*Collected data*.
┌──
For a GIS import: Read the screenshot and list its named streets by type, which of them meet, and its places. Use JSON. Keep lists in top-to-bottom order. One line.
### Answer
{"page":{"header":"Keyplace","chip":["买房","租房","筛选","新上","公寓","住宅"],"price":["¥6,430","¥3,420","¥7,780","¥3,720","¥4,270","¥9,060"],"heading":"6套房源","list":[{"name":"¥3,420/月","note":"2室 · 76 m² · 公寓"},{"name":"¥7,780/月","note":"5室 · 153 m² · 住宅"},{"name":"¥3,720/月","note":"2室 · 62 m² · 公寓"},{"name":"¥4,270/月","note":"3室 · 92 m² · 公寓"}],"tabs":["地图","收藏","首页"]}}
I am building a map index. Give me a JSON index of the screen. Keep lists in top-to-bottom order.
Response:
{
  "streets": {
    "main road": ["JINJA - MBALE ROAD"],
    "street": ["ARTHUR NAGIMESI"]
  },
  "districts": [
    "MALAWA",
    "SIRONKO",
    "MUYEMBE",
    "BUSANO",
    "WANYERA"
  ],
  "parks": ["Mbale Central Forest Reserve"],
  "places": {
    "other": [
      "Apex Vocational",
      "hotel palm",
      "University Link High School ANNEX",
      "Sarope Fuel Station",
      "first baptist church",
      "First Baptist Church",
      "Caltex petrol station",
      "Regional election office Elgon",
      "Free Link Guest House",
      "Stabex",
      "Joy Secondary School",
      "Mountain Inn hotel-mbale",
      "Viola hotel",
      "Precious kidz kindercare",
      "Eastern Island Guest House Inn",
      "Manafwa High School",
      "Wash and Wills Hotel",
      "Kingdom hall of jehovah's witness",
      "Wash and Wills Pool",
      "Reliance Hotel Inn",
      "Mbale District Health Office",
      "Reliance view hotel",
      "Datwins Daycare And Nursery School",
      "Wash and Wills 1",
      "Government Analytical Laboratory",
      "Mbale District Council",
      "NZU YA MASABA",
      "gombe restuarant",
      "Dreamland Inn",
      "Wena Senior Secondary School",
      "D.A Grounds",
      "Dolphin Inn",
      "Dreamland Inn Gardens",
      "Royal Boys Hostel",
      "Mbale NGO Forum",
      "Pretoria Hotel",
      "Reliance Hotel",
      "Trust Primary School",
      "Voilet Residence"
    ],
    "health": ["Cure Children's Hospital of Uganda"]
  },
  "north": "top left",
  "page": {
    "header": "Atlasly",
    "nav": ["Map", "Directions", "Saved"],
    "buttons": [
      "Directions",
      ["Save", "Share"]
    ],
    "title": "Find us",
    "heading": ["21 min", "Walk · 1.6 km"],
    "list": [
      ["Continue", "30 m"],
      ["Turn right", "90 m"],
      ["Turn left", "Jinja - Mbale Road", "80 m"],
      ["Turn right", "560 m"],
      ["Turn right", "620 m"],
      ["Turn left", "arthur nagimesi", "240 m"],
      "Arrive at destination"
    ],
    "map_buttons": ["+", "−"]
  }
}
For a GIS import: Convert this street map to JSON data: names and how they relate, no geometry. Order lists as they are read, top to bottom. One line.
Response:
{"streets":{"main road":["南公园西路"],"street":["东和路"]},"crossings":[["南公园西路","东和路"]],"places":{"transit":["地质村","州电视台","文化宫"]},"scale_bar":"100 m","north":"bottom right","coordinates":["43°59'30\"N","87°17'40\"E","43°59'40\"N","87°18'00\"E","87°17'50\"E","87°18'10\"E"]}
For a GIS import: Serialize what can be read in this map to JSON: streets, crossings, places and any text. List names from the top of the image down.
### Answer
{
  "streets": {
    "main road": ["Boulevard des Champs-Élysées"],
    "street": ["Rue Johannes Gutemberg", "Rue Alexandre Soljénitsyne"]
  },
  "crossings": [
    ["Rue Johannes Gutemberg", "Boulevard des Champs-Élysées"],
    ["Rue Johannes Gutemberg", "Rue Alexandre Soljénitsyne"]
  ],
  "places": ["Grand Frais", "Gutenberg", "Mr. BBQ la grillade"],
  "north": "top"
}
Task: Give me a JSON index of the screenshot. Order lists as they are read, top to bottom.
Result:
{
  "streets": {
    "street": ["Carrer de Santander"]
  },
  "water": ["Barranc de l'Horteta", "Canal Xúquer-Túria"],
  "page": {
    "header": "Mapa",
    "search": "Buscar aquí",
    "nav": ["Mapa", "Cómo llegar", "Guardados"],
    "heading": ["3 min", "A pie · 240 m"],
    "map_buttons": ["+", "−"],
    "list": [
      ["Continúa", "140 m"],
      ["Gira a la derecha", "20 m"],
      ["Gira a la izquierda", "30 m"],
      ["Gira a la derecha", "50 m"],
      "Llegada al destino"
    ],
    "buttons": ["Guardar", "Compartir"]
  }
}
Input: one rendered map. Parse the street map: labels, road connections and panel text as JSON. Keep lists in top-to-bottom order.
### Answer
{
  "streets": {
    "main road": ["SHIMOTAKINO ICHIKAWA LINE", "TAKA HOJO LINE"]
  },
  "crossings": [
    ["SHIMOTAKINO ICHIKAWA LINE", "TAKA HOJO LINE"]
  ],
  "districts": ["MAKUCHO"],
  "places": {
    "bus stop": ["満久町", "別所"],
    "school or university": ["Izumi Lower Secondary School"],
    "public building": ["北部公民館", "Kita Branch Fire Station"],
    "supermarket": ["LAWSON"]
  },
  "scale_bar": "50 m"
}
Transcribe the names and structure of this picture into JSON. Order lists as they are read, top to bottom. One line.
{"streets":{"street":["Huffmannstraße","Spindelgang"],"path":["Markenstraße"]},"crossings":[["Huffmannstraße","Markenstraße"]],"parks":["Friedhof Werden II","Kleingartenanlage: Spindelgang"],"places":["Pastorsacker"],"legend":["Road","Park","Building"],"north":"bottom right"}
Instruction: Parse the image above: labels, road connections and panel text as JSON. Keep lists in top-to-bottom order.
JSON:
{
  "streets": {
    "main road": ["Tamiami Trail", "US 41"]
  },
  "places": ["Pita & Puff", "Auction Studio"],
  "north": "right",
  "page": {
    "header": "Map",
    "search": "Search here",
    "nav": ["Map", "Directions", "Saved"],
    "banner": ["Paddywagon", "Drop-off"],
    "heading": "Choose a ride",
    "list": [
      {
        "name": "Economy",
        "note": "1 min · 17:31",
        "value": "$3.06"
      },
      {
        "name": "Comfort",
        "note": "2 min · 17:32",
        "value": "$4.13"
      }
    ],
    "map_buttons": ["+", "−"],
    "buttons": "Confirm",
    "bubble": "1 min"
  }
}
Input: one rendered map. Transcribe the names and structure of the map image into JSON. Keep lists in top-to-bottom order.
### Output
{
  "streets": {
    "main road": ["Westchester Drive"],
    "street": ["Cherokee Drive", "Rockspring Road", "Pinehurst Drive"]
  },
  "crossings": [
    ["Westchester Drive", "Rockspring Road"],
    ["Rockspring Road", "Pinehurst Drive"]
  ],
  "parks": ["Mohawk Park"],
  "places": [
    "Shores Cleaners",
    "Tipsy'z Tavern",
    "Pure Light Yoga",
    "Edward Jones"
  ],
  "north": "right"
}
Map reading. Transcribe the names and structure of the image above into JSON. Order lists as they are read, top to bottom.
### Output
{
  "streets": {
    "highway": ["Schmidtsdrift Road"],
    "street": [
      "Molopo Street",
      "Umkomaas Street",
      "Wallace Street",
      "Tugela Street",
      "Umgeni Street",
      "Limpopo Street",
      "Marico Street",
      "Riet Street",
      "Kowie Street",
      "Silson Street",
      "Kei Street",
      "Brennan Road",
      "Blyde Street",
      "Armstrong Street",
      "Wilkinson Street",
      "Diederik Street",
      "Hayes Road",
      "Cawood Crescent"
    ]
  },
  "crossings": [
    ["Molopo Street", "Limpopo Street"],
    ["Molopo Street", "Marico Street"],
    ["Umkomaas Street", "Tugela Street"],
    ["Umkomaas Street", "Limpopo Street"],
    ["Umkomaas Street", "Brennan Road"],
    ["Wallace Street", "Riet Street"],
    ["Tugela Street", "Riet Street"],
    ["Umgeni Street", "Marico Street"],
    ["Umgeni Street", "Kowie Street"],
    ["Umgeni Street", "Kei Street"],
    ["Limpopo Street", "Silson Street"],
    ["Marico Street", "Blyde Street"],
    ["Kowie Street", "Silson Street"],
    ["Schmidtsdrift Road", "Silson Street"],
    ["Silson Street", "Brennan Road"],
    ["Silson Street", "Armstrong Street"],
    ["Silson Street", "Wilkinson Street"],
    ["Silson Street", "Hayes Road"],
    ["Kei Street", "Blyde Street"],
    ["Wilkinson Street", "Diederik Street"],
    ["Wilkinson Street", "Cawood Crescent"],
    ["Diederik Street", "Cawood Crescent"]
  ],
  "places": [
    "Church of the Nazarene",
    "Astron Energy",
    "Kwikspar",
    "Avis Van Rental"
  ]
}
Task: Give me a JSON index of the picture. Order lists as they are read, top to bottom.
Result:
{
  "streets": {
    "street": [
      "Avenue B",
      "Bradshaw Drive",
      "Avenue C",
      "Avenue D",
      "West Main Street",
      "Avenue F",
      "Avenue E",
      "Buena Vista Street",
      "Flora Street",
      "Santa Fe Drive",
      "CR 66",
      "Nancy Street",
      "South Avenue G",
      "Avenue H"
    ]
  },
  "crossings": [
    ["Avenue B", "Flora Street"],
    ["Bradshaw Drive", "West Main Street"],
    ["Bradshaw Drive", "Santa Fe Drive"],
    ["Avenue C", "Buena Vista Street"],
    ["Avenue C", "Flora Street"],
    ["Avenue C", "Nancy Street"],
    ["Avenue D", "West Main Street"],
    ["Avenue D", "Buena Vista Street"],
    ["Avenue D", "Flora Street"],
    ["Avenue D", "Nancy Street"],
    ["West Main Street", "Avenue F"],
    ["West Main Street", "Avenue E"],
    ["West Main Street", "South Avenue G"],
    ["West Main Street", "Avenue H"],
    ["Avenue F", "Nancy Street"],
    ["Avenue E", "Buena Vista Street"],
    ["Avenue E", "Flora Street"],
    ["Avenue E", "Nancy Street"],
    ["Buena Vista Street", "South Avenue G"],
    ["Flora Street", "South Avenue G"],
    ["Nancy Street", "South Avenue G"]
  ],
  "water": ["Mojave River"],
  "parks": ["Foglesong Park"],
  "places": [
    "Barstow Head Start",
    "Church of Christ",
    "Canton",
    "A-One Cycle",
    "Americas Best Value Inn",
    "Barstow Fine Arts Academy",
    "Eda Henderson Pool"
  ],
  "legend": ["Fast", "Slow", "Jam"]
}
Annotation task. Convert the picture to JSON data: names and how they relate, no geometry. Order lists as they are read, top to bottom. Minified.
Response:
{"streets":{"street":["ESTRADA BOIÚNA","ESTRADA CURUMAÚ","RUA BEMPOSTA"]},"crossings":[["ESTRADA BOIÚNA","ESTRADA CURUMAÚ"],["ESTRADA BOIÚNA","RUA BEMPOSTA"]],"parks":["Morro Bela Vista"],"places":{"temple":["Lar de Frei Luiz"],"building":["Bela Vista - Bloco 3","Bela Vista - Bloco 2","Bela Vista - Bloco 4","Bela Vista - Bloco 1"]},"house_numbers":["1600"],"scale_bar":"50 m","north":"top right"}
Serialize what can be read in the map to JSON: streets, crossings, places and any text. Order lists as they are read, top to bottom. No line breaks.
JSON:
└──
*Exercise*. Only the lines containing the word "Input" should be returned from the data above.

*Result of the task*.
Input: one rendered map. Parse the street map: labels, road connections and panel text as JSON. Keep lists in top-to-bottom order.
Input: one rendered map. Transcribe the names and structure of the map image into JSON. Keep lists in top-to-bottom order.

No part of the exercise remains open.